Big data has big implications for knowledge management
Big data has a number of other attributes besides scalability that are sure to augment its appeal. "Big data is self-healing," Dowlaty explains. "If a node fails, it will automatically activate a segment of data that has been backed up on another node." It can also handle search using a different paradigm from that used in most search engines. "Sometimes there is not time to index incoming text," says Dowlaty. "In that case, mining key words and providing word clouds or other forms of visualization allow real-time queries on the fly." The same techniques can be used to filter information to separate the "noise from the news." No doubt, big data is a technology to watch as a powerful enabler for knowledge management.
Big data buzzwords
Apache Hadoop—an open source distributed computing platform available from Apache (apache.org), which includes the Hadoop Distributed File System (HDFS) and an implementation of MapReduce.
Apache HBase—open source distributed storage for big data (e.g., over a billion rows and over a million columns) on clusters of commodity hardware.

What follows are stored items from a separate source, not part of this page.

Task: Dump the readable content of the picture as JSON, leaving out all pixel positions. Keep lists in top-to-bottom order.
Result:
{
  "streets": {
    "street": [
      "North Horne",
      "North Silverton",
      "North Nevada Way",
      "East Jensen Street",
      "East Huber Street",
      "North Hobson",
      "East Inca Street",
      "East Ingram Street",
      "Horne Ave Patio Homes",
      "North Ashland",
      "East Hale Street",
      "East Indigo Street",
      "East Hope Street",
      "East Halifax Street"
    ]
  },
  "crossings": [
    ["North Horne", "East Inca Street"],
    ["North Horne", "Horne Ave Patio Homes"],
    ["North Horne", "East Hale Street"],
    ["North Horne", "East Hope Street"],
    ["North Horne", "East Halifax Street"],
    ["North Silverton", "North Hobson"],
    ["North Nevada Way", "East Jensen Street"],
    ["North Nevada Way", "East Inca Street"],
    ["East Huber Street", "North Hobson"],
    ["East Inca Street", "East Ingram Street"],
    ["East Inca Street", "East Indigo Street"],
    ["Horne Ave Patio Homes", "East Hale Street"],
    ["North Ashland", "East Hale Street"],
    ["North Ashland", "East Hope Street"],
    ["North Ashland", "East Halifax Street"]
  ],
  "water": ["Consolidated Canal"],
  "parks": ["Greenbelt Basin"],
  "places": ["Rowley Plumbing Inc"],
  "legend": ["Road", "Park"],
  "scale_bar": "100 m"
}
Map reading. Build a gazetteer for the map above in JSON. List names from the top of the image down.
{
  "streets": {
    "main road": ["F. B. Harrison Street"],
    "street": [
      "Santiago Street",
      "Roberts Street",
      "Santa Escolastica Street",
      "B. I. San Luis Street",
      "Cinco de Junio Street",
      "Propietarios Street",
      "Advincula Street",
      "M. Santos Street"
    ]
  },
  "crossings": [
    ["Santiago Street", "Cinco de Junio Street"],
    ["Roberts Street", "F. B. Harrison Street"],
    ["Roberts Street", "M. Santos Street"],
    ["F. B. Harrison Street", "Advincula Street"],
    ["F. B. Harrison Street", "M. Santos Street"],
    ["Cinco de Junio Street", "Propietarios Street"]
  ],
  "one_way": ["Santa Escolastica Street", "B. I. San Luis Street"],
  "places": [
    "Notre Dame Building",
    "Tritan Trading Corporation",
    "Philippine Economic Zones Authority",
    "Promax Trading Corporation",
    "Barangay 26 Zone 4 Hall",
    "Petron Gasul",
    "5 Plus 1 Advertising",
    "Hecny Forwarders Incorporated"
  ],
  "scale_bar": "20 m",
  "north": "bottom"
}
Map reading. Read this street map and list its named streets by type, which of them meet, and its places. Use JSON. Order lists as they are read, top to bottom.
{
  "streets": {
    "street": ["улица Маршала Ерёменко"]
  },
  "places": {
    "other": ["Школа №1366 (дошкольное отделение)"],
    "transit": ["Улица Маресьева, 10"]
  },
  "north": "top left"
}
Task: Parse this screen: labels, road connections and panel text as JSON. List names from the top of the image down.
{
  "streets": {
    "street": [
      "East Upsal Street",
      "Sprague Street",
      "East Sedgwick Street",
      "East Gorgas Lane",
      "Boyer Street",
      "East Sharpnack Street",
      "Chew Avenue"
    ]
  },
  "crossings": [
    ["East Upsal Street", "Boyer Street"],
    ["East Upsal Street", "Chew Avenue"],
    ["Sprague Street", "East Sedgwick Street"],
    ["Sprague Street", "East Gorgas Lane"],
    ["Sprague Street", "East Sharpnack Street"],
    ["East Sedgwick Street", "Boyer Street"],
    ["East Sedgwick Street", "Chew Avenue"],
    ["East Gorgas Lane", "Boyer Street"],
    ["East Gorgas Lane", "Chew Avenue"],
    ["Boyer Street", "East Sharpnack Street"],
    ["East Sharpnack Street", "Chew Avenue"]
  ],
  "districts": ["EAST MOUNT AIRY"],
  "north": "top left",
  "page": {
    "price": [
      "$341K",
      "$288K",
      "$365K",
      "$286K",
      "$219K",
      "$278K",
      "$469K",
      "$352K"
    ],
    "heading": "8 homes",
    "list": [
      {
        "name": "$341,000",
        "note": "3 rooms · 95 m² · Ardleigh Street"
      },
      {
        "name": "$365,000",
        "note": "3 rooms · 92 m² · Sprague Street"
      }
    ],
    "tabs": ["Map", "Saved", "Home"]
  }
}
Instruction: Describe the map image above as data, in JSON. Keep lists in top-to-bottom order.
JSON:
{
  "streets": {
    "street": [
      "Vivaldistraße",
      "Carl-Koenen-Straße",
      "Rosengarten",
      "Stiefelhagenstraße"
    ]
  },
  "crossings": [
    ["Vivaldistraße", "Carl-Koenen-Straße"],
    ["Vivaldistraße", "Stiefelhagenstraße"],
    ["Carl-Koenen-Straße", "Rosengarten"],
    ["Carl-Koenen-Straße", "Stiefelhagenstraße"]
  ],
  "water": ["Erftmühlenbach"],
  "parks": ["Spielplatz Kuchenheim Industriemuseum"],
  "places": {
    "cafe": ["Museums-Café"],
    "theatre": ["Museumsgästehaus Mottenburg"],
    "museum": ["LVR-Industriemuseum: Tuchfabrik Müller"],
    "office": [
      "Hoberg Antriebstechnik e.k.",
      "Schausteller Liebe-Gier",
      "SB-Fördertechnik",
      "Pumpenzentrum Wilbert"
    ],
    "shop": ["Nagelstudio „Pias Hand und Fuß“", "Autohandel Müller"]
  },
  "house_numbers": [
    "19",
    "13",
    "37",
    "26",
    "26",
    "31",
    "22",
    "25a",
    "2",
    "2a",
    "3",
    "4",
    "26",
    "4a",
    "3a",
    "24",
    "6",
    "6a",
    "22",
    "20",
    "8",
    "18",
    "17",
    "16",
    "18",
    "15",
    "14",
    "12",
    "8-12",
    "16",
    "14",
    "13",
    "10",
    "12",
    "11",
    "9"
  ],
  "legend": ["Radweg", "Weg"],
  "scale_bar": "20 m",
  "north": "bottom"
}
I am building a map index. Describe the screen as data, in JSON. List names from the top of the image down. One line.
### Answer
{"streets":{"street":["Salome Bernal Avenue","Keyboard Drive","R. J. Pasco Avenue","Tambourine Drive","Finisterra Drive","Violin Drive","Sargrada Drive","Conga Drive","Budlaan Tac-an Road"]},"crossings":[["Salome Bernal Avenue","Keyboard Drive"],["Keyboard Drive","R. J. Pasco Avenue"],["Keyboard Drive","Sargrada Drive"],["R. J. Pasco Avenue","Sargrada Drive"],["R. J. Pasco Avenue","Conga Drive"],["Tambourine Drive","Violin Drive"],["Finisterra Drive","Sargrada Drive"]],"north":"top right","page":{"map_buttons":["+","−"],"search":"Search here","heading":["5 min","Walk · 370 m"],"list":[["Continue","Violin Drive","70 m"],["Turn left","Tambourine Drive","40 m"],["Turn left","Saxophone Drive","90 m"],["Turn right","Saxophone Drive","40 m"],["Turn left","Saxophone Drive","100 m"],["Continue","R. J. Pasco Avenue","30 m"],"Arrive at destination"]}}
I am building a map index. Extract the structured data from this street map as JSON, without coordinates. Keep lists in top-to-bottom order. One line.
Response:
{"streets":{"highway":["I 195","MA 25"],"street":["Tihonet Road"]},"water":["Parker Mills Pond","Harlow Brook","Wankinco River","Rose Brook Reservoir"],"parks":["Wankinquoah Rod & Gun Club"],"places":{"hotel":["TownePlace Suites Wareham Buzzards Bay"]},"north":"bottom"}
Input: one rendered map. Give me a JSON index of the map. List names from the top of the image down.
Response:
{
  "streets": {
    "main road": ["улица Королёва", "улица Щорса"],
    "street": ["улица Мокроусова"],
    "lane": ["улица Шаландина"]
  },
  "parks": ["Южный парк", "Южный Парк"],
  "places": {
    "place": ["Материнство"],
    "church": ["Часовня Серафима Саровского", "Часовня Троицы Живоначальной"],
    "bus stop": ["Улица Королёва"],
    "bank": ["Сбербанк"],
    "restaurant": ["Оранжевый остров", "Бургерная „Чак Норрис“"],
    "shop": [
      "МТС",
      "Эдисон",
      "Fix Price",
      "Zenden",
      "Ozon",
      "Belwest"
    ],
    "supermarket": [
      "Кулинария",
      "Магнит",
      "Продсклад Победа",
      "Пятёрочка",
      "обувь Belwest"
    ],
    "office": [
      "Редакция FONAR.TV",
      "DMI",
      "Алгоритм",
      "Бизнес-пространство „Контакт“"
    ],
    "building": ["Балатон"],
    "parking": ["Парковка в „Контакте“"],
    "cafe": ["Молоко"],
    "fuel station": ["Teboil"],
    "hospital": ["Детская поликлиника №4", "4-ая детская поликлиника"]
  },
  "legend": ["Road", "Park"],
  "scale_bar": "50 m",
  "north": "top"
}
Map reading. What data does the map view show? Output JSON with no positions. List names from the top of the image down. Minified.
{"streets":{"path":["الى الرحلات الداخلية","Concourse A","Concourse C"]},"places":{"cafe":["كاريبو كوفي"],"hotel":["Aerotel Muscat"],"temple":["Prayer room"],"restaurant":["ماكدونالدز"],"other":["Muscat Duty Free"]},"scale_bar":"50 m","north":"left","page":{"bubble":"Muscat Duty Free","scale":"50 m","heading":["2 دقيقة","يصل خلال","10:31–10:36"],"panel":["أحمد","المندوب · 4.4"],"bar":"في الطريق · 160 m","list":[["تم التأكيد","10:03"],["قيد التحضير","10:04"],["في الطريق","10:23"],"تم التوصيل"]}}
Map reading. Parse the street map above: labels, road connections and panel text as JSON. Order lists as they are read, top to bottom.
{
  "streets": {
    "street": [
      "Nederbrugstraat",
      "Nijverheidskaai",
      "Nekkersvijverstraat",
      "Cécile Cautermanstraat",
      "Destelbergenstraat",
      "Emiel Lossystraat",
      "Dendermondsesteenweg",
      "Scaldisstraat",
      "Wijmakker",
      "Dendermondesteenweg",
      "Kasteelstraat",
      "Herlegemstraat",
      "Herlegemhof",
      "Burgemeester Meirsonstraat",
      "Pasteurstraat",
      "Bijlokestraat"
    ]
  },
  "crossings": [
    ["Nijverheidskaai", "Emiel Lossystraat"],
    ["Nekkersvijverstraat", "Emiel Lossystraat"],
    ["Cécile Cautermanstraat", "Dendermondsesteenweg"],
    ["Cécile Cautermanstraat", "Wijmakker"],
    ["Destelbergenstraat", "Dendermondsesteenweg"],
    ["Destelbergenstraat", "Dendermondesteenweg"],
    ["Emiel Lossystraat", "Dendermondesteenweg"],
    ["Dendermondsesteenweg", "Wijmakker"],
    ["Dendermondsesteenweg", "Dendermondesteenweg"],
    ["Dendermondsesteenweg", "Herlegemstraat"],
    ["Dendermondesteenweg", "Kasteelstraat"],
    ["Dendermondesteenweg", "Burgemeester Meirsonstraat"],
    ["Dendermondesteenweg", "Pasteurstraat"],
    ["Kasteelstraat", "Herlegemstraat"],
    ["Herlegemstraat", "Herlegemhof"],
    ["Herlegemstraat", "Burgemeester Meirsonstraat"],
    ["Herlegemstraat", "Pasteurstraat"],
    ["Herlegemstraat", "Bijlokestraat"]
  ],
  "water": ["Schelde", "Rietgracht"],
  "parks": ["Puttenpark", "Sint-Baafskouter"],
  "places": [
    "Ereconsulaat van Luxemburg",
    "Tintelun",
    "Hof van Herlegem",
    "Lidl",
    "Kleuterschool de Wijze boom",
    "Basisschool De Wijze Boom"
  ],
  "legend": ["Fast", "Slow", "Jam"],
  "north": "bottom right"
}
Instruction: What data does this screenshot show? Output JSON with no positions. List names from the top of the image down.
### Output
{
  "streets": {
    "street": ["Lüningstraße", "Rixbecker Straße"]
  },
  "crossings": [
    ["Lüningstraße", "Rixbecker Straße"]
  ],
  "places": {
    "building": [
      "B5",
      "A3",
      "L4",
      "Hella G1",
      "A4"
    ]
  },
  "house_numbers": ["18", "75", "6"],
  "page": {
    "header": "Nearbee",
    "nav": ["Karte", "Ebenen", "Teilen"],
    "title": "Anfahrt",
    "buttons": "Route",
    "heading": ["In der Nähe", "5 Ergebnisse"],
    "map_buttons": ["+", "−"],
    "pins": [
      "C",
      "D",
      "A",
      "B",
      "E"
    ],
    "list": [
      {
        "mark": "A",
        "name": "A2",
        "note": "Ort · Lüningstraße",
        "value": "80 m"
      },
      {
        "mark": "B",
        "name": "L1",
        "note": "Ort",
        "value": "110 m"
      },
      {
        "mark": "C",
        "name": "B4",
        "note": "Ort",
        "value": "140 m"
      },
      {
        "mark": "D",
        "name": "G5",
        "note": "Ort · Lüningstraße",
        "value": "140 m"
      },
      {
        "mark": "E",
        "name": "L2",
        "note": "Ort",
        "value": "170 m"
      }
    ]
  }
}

Apache Hive—a data warehouse solution from Apache that provides data extraction/transformation/load (ETL), access to files and query execution.
Cassandra—a distributed database developed at Facebook (facebook.com) and owned by DataStax, now integrated with Hadoop to provide an analytic platform for big data.
Cloudera—a participant in Hadoop that has developed a commercial distribution bundle that includes the source code and other features in one package.
Greenplum—a division of EMC that provides an analytic platform, a data computing appliance, a database and other products for big data analysis.
Hadoop Distributed File System (HDFS)—the file system used by Hadoop for distributed data storage. Hortonworks—a commercialized open source platform based on Hadoop for storing, processing and analyzing big data.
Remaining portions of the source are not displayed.